Hazem Hassan: Family businesses in Egypt not growing



Though families businesses are the locomotive of development in Egypt and the Middle East, only 3 percent are capable of continuing until the fourth and fifth generation, dampening the chance of becoming large multinational companies, says Hazem Hassan from KPMG, a Dutch consulting firm.
 
In a workshop held by his company, Hassan said that many Egyptian family businesses have applied for professional advice and development programs so as to continue in the future under the management of the next generation.
 
The economies of Europe have advanced, he said, when the governments helped the family businesses develop their cadres to continue under the management of the next generations until they grew to become multinational companies.
 
Family business companies participated in the workshop with representatives of different generations of the family members and the administration.
 
In his speech, Hazem Hassan said family businesses are the locomotive of development in Egypt and the Middle East, as international reports indicate that 90 percent of the companies in the Middle East are family businesses that contribute to 80 percent of the national income, account for 75 percent of the private sector and employ 70 percent of the workforce.
 
Yet he said the lifespan of 70 percent of those companies is limited to the lifespan of their founders, as 30 out of 100 businesses continue after the death of the founder.
 
This has made governments of developed countries help those businesses by reducing taxes and sharing the cost of development programs for them.
 
Hatem Montasser, the main partner of KPMG, said family businesses were strong in Egypt, except during the time of the nationalization.
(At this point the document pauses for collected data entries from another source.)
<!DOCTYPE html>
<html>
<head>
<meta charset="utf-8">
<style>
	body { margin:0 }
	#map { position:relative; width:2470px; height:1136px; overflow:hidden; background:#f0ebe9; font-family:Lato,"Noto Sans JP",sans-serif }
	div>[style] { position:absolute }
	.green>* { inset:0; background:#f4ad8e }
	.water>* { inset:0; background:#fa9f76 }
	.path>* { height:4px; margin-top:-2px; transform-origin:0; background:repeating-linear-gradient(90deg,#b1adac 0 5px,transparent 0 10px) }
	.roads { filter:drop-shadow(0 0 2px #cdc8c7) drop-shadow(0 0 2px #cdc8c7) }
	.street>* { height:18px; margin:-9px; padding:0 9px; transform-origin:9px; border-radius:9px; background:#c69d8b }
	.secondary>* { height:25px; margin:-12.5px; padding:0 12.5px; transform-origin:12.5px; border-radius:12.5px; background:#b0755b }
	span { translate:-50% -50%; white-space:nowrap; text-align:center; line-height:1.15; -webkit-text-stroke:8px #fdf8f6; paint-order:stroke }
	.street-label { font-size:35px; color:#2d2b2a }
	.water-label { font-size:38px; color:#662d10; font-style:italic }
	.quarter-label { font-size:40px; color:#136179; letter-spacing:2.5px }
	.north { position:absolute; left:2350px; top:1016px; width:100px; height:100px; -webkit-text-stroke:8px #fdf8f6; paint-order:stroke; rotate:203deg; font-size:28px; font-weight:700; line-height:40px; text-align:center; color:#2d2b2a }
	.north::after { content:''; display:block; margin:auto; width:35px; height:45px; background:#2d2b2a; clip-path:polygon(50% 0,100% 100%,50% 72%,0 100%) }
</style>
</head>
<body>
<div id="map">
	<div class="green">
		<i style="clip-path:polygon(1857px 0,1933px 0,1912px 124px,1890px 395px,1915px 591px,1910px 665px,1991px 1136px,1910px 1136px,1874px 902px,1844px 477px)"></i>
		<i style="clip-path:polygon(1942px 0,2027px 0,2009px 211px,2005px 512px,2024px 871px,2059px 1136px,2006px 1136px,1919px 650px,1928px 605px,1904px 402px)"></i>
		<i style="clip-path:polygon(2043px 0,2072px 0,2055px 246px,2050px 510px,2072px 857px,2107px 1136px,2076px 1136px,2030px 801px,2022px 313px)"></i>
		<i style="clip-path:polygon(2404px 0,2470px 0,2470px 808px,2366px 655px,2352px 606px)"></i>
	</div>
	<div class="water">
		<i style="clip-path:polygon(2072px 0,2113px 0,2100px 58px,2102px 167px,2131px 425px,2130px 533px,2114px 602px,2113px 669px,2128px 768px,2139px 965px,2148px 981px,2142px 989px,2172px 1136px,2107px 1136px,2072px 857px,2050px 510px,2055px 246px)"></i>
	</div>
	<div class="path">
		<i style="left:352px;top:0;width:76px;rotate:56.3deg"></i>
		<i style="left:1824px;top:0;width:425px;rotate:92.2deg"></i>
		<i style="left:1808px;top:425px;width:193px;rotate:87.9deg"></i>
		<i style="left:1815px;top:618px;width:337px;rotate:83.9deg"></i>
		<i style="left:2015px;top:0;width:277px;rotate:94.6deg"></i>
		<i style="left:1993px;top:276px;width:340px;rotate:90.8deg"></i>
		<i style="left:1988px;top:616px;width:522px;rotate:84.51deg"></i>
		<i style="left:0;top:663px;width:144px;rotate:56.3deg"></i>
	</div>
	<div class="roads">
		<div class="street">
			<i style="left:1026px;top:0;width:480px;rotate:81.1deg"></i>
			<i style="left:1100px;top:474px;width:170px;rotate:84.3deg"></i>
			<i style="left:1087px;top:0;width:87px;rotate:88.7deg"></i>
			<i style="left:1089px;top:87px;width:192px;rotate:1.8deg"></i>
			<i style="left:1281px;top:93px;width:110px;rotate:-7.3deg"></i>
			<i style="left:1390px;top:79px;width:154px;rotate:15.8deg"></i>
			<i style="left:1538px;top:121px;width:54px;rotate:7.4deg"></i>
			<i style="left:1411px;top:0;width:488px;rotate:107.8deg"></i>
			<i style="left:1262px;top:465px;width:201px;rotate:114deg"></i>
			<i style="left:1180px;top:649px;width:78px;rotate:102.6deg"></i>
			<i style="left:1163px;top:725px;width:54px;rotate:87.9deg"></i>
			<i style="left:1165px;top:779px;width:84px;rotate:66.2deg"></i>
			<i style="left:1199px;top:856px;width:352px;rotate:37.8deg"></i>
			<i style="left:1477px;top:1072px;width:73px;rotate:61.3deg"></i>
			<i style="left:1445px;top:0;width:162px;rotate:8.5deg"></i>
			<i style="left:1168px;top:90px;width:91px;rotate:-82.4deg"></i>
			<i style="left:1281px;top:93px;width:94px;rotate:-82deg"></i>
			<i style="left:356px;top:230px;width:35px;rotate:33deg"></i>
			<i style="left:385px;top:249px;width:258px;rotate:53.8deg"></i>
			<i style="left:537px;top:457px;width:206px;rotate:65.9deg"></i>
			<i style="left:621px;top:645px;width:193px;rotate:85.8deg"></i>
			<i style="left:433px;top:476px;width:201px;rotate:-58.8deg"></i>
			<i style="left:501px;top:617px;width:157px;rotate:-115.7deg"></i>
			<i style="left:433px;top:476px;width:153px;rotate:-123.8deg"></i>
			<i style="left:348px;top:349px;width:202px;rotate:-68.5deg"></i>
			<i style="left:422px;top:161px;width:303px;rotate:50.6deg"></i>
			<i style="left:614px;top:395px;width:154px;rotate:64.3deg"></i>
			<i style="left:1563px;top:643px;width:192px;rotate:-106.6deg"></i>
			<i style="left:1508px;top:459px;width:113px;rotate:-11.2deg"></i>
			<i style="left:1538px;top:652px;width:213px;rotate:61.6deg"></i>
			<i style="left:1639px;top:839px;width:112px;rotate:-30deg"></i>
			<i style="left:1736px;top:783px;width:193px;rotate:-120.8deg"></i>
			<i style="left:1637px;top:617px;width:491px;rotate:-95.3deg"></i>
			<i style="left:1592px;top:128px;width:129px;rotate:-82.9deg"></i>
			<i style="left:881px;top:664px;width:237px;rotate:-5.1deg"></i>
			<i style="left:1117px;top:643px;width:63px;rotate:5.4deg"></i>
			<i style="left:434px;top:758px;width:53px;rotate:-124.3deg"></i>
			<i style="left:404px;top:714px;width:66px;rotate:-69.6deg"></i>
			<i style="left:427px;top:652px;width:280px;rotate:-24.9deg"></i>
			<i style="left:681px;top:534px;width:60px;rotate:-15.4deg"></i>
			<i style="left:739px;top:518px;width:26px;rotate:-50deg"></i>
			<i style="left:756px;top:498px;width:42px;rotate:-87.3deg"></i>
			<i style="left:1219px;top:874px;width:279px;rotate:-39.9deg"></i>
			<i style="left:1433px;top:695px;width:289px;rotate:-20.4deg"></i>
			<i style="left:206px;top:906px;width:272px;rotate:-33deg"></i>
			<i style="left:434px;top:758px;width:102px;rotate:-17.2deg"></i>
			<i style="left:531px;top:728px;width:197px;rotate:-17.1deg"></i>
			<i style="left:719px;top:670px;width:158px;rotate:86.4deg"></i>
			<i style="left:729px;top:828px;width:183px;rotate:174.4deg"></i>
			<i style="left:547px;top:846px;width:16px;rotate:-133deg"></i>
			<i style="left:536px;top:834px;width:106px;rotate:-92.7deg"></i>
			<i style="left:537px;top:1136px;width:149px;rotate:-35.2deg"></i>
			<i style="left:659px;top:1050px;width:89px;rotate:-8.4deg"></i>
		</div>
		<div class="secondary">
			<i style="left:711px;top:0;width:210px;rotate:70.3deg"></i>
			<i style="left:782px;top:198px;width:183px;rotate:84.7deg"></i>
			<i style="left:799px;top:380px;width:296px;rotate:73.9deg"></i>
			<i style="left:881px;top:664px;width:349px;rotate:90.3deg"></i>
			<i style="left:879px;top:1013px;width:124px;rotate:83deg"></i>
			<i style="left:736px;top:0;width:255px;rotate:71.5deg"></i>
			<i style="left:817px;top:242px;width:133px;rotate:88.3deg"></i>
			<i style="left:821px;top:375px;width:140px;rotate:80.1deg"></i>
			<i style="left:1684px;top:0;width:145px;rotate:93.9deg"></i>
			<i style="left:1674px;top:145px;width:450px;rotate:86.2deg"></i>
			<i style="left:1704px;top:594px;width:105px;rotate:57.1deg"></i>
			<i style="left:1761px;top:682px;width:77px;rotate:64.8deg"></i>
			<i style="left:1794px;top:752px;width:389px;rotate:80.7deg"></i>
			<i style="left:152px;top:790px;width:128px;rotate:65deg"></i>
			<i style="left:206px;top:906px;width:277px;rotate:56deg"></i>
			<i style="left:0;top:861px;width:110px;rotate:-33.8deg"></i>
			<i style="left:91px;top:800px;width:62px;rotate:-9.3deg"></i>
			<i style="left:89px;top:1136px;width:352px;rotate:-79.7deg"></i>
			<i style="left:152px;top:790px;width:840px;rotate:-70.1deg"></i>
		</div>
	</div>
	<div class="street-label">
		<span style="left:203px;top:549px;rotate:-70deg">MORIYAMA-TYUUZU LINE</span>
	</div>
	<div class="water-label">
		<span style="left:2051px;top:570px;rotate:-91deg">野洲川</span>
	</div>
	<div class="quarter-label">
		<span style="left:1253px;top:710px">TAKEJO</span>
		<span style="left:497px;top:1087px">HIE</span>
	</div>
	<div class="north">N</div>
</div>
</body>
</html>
Yet they came back strong again and can now help Egypt achieve an economic growth rate of 8 percent within a few years, provided that the founders – not the sons – plan for the business to continue for generations to come.
 
To help the companies in this regard, KPMG invited to the workshop Christophe Bernard, who is in charge of the family business sector in Europe, the Middle East and Africa, and Jesus Casado, the EU secretary for family business, so as to exchange experience in this field.
 
Bernard said that decisions are taken by one person in family businesses, and that this kind of business is disciplined as required by the scarcity of the capital, and takes advantage of risks other companies have seen. Yet they soon close down or sell due to differences between the family members.
 
He said only the families that could overcome internal differences with clear policies succeeded in continuing with the third and fourth generations. He advised the families to revise such policies every five years so as ensure the right circumstances for their businesses to continue.